Preferred implementation discipline:

  • keep diffs surgical
  • mirror native verifier naming when practical
  • preserve row ordering and transcript ordering exactly
  • add shape checks before semantic constraints
  • avoid broad refactors during migration
  • tag placeholders with explicit TODO ownership

Grouped Tower Case Study

The grouped tower verifier change is a useful example of why shape and semantics must be separated.

Native verifier now distinguishes:

raw counts:
  cs.num_reads()
  cs.num_writes()
  cs.num_lks()

proof counts:
  proof.r_out_evals.len()
  proof.w_out_evals.len()
  proof.lk_out_evals.len()

Grouped proof shape accepts:

r_out_evals.len()  == usize::from(num_reads > 0)
w_out_evals.len()  == usize::from(num_writes > 0)
lk_out_evals.len() == usize::from(num_lks > 0)

Dense proof shape accepts:

r_out_evals.len()  == num_reads
w_out_evals.len()  == num_writes
lk_out_evals.len() == num_lks

The transcript span follows proof counts, because only proof out-evals are absorbed.

The grouped tower variable depth follows raw counts:

num_var_with_rotation + ceil_log2(raw_count.next_power_of_two())

The main verifier consumes the tail of the grouped tower point:

rt_main = rt_tower[rt_tower.len() - num_var_with_rotation..]

This is because grouped operation-index coordinates are extra tower coordinates, while main-GKR still uses only row and rotation coordinates.

The recursion-v2 migration implication:

  • ProofShapeAir should expose proof counts where transcript/table shape needs proof counts.
  • raw counts must remain available where tower depth or lookup padding needs raw operation counts.
  • tower replay must classify grouped vs dense shape.
  • main replay should use main_out_evals and explicit claimed_sum, not reconstruct main claims from terminal tower values.
  • transcript buses must use the grouped absorption schedule.

Placeholder Policy

Temporary placeholders are allowed only when they are:

  • deterministic
  • shape-correct
  • locally constrained enough to avoid unrelated failures
  • tagged with explicit TODO ownership

Use comments like:

#![allow(unused)]
fn main() {
// TODO(recursion-v2-migration): replace placeholder with native verifier replay value.
}

Do not allow placeholders to hide shape mismatches, transcript ordering mismatches, or bus key mismatches.

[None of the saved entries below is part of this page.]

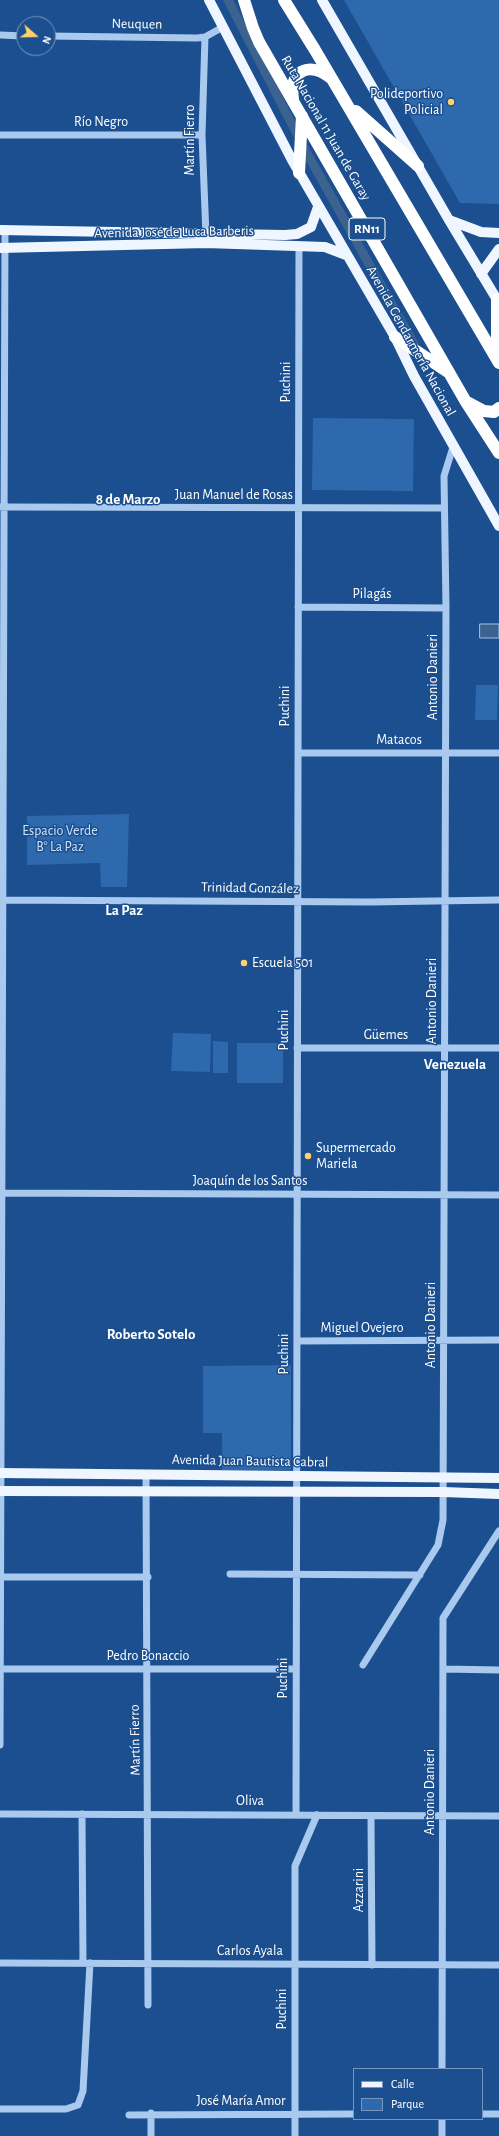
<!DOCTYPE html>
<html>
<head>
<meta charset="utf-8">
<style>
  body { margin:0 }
  #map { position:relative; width:499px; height:2136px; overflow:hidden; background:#1b4f8f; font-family:"Alegreya Sans",sans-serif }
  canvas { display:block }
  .legend { position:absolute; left:353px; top:2068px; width:130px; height:52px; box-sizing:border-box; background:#1b4f8f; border:1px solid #7695bc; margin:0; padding:5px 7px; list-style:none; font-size:12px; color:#fff }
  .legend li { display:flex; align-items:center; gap:8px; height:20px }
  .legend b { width:20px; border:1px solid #7695bc }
  .north { position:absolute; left:16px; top:16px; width:40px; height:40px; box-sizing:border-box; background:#1b4f8f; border:1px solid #7695bc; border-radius:50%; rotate:110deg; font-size:11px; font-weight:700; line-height:16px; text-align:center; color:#fff }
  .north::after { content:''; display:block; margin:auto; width:14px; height:18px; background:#ffd166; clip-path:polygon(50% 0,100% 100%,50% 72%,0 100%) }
</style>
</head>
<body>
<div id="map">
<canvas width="499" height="2136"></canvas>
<ul class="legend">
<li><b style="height:5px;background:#f0f6ff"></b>Calle</li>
<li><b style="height:11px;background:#2e69ad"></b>Parque</li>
</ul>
<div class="north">N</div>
</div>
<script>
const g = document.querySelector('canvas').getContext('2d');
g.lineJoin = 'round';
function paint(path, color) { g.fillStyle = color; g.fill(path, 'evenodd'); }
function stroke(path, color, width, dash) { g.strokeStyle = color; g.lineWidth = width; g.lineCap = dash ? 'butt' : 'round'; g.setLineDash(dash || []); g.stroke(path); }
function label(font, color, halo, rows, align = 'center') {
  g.font = font + ' "Alegreya Sans",sans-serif'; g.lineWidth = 3; g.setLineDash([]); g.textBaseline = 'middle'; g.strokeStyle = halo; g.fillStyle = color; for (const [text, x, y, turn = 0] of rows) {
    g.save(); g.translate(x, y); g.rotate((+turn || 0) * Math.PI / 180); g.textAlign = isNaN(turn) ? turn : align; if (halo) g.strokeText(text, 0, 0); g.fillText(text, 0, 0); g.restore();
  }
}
paint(new Path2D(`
  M344 0H499V204L460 203Z
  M313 418 414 419 413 491 312 490Z
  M476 685H498L497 720H475Z
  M129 814 127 887H101L100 863 27 865V816Z
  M173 1033 211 1034 210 1072 171 1071Z
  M213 1041 228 1042V1073H213Z
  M237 1043H283V1083H237Z
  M291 1365V1470H222V1433H203V1366Z`), '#2e69ad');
const water = new Path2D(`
  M480 624H499V638H480Z`);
paint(water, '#3c6290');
stroke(water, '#9cc4f0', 1);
stroke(new Path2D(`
  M228 0 297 134
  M304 148 414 344`), '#3c6290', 9);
stroke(new Path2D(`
  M0 35 24 36
  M48 36 197 38 205 37 223 27
  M205 37 202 135 206 236
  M0 135H202
  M0 507 444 508
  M298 607 446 608
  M298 753H499
  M0 900 370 902 499 900
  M297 1048H499
  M0 1193 499 1195
  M297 1341 499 1340
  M146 1474 148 2005
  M230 1574 420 1575
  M0 1577H148
  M363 1665 438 1545 443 1520 446 608 444 476 453 447
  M0 1669H296
  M443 1669 499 1670
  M0 1745 5 230
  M0 1814 499 1816
  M82 1814 83 1963
  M296 1814 299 246
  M371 1816 372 1965
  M0 1963 499 1965
  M442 2069 443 1618 499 1531
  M0 2109H66L78 2105 83 2091 90 1963
  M482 2114H499
  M129 2115 354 2114
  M151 2136V2113
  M295 2136V1866L317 1815
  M442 2136V2119`), '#a9c9ee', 7);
stroke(new Path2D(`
  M209 0 292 160 395 337 414 376 499 526
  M322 0 449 220 499 303
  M449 220 481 232 499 233
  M0 230 285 235 297 234 311 227 318 207
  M0 248 206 243 325 247 346 255
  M481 274 499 249
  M0 1473 499 1478
  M0 1491 443 1492 499 1494`), '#f0f6ff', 10);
stroke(new Path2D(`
  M244 0 253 28 259 42 466 402 499 453
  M284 0 315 50 499 363
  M293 99C289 70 309 61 331 78
  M356 111 418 166
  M299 173 302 116
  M497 299V359
  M395 337 448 372
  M467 402 484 411 494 412 499 408`), '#fff', 12);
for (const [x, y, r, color] of [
  [451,102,4,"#ffd166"],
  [244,963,4,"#ffd166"],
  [308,1156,4,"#ffd166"]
]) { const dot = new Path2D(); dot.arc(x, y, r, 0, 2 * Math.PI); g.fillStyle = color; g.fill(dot); stroke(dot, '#1b4f8f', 1.5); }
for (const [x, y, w] of [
  [367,229,36]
]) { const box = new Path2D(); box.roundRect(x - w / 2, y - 11, w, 22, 3); g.fillStyle = '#1b4f8f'; g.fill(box); stroke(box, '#fff', 1); }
label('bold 13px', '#fff', null, [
  ["RN11",367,229]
]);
label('14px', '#fff', '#1b4f8f', [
  ["Neuquen",137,24,1],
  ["Río Negro",101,122],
  ["Ruta Nacional 11 Juan de Garay",326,128,60],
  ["Martín Fierro",190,140,-90],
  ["Avenida José de Luca Barberis",174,232,-1],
  ["Avenida Gendarmería Nacional",411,341,61],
  ["Puchini",286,382,-90],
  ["Juan Manuel de Rosas",234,495],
  ["Pilagás",372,594],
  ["Antonio Danieri",433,677,-90],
  ["Puchini",285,706,-90],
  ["Matacos",399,740],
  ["Trinidad González",250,888,1],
  ["Antonio Danieri",432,1001,-90],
  ["Puchini",284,1030,-90],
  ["Güemes",386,1035],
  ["Joaquín de los Santos",250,1181],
  ["Antonio Danieri",431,1325,-90],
  ["Miguel Ovejero",362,1328],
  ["Puchini",284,1354,-90],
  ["Avenida Juan Bautista Cabral",250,1461,1],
  ["Pedro Bonaccio",148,1656],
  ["Puchini",283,1678,-90],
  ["Martín Fierro",135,1740,-91],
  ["Antonio Danieri",430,1792,-90],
  ["Oliva",250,1801],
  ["Azzarini",359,1890,-90],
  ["Carlos Ayala",250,1951],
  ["Puchini",282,2009,-90],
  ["José María Amor",241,2101]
]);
label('14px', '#fff', '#1b4f8f', [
  ["Polideportivo",443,94,"right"],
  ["Policial",443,110,"right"],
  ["Escuela 501",252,963],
  ["Supermercado",316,1148],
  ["Mariela",316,1164]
], 'left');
label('14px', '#cfe3fa', '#1b4f8f', [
  ["Espacio Verde",60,831],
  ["B° La Paz",60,847]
]);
label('bold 15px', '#fff', '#1b4f8f', [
  ["8 de Marzo",128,499],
  ["La Paz",124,910],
  ["Venezuela",455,1064],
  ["Roberto Sotelo",151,1334]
]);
</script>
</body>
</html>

Acceptance Criteria for a Migration Step

A migration step is healthy when:

  • airs() order matches trace context order
  • number of AIRs matches number of generated trace matrices
  • row counts match proof shape
  • transcript tidx progression matches native verifier order
  • bus sends and receives balance with correct keys
  • placeholders are explicit and shape-correct
  • the first failing validation reason is known if semantic verification is incomplete

Use native verifier behavior as the source of truth. recursion-v2 should encode the same verifier logic in row-oriented AIR form, not invent a parallel verifier.